**Description of the task:** Your answer should hold only the lines from the one with "ctx.fillRect(0, 0, 2004, 486);" through the end of the listing below, each retyped exactly.

Records shown: Begin

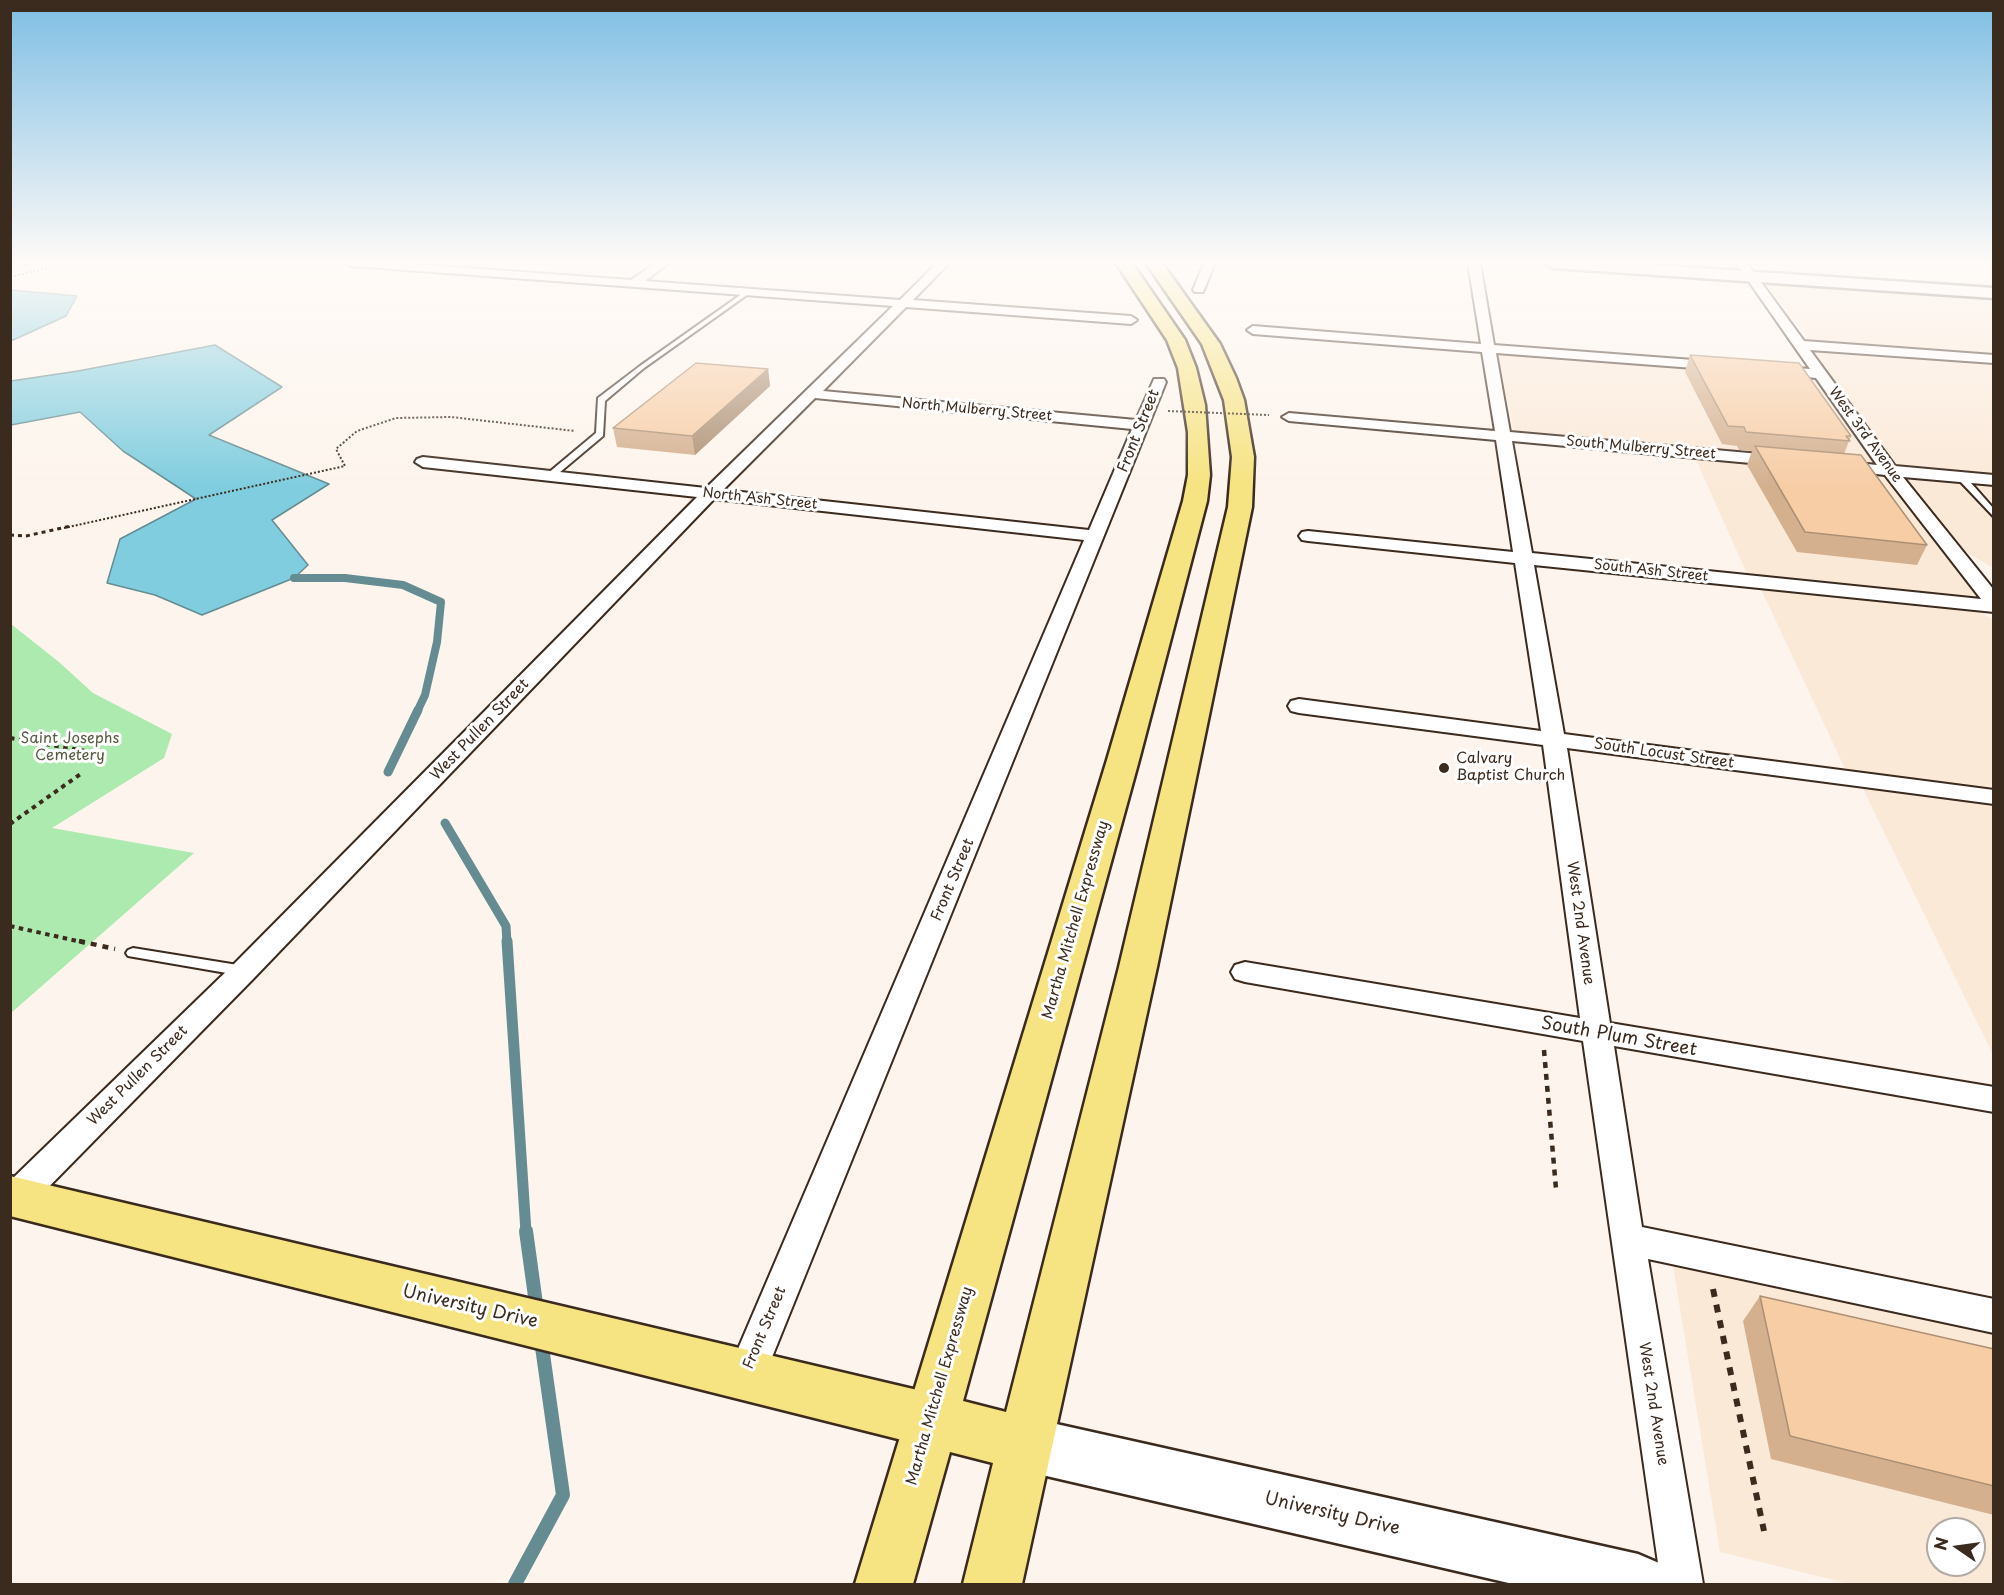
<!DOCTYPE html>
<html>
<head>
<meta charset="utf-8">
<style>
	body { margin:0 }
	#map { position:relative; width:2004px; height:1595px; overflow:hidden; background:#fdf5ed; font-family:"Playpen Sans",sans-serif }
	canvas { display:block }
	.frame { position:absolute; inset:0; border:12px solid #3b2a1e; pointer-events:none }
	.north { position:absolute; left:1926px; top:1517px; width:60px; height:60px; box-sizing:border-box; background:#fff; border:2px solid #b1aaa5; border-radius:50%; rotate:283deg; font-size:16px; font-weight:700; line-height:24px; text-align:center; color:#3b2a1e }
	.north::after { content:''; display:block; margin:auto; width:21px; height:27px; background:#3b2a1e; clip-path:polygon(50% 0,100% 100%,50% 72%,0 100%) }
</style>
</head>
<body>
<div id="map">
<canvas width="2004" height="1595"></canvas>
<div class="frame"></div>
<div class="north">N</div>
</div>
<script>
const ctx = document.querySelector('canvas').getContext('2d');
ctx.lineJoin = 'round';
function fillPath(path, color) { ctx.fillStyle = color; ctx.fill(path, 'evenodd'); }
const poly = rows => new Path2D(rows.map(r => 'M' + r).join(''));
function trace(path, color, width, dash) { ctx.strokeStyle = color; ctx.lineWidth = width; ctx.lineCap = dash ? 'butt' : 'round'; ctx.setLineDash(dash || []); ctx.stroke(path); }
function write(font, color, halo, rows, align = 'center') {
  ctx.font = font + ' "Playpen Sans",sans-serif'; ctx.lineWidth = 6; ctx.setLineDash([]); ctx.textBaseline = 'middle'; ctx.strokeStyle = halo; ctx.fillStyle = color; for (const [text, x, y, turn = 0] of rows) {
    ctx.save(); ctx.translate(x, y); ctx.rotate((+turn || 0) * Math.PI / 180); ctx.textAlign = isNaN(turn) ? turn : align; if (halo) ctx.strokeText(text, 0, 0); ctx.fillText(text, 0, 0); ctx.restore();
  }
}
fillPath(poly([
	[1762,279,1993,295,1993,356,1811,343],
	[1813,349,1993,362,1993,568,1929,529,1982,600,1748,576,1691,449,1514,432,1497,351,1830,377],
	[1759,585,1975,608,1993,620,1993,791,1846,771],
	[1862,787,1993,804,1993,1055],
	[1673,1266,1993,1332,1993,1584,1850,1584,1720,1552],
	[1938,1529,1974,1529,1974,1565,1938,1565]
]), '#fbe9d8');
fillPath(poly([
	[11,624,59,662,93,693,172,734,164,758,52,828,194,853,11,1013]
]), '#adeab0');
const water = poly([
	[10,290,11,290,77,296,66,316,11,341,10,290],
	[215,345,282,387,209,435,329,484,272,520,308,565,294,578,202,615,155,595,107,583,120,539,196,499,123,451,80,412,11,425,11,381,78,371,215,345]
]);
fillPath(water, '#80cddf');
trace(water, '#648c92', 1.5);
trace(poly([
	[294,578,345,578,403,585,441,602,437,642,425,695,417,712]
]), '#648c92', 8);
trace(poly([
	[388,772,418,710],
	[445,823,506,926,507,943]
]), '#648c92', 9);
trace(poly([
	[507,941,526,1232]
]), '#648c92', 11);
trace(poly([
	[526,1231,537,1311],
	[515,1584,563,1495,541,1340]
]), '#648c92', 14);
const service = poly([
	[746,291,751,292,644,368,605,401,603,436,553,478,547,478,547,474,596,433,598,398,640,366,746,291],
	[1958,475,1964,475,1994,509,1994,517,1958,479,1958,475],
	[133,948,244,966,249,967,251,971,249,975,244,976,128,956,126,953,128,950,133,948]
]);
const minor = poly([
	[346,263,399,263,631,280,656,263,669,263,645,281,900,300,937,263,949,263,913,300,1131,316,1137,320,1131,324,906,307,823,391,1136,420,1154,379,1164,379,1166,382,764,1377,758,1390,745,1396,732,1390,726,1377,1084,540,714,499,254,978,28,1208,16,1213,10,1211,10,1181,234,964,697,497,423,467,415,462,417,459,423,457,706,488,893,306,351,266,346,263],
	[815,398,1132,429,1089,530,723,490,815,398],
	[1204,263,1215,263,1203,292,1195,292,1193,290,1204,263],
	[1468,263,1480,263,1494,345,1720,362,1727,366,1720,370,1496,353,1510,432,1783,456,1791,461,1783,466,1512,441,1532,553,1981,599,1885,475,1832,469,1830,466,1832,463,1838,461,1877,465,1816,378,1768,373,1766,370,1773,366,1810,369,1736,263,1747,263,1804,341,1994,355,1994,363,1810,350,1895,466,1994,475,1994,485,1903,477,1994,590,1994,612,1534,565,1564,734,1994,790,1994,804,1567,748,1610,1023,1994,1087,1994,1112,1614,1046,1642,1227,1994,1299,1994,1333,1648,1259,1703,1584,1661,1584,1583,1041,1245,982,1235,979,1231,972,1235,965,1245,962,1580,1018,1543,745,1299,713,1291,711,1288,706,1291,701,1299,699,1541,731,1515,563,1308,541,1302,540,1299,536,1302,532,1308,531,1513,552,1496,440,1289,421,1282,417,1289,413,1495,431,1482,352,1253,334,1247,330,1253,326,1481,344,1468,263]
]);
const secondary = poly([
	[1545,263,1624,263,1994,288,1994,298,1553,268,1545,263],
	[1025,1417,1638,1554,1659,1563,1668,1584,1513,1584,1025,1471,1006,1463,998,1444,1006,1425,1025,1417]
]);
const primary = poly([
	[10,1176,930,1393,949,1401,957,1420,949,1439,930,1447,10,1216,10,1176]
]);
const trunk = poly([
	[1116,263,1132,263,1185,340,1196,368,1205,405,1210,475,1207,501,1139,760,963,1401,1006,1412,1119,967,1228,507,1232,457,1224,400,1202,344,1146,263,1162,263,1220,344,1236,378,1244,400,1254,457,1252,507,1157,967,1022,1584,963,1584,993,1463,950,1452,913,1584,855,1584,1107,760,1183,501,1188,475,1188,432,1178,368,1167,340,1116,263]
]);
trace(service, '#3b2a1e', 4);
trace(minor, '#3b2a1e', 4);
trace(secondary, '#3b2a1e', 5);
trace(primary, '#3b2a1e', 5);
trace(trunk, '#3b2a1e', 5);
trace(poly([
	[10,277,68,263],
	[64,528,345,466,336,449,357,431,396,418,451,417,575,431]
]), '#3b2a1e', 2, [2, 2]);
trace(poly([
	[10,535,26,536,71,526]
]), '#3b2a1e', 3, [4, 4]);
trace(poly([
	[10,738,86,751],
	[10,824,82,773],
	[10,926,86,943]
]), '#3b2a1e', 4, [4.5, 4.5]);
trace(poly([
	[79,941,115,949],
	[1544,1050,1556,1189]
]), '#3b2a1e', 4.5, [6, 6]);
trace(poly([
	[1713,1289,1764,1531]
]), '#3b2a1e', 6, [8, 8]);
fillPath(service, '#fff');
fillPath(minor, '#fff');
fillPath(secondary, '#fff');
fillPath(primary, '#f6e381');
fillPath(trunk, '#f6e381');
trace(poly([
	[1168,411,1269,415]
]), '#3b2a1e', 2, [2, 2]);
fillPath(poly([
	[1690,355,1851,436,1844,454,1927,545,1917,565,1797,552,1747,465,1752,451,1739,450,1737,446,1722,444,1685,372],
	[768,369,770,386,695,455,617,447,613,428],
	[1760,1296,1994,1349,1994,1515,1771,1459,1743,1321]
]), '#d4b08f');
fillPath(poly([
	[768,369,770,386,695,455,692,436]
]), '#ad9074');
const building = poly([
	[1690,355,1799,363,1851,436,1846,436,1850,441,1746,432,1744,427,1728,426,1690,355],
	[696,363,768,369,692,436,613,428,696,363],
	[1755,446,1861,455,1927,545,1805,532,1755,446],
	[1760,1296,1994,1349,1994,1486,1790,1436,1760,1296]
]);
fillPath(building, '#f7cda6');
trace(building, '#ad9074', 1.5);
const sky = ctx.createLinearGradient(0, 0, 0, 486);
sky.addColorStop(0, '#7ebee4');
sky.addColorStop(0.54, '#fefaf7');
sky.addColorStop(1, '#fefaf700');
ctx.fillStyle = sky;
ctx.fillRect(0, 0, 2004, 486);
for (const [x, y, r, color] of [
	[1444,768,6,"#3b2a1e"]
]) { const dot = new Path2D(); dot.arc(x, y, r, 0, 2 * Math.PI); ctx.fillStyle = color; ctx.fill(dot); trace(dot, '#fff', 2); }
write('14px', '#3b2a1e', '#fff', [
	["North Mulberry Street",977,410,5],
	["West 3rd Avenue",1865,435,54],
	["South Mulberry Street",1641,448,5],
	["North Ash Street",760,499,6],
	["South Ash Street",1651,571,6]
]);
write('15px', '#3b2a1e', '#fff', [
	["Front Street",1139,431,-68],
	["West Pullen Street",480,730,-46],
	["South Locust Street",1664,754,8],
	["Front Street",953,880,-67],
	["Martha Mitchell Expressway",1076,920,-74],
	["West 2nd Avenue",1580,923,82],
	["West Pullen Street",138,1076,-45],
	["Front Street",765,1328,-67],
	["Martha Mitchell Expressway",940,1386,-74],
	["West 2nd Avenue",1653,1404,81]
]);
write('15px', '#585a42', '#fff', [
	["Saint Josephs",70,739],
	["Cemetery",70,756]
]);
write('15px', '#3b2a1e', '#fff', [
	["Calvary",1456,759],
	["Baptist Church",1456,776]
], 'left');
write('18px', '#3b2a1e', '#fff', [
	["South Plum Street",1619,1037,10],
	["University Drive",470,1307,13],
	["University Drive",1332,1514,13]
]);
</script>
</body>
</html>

Records shown: End

**Output:**
ctx.fillRect(0, 0, 2004, 486);
for (const [x, y, r, color] of [
	[1444,768,6,"#3b2a1e"]
]) { const dot = new Path2D(); dot.arc(x, y, r, 0, 2 * Math.PI); ctx.fillStyle = color; ctx.fill(dot); trace(dot, '#fff', 2); }
write('14px', '#3b2a1e', '#fff', [
	["North Mulberry Street",977,410,5],
	["West 3rd Avenue",1865,435,54],
	["South Mulberry Street",1641,448,5],
	["North Ash Street",760,499,6],
	["South Ash Street",1651,571,6]
]);
write('15px', '#3b2a1e', '#fff', [
	["Front Street",1139,431,-68],
	["West Pullen Street",480,730,-46],
	["South Locust Street",1664,754,8],
	["Front Street",953,880,-67],
	["Martha Mitchell Expressway",1076,920,-74],
	["West 2nd Avenue",1580,923,82],
	["West Pullen Street",138,1076,-45],
	["Front Street",765,1328,-67],
	["Martha Mitchell Expressway",940,1386,-74],
	["West 2nd Avenue",1653,1404,81]
]);
write('15px', '#585a42', '#fff', [
	["Saint Josephs",70,739],
	["Cemetery",70,756]
]);
write('15px', '#3b2a1e', '#fff', [
	["Calvary",1456,759],
	["Baptist Church",1456,776]
], 'left');
write('18px', '#3b2a1e', '#fff', [
	["South Plum Street",1619,1037,10],
	["University Drive",470,1307,13],
	["University Drive",1332,1514,13]
]);
</script>
</body>
</html>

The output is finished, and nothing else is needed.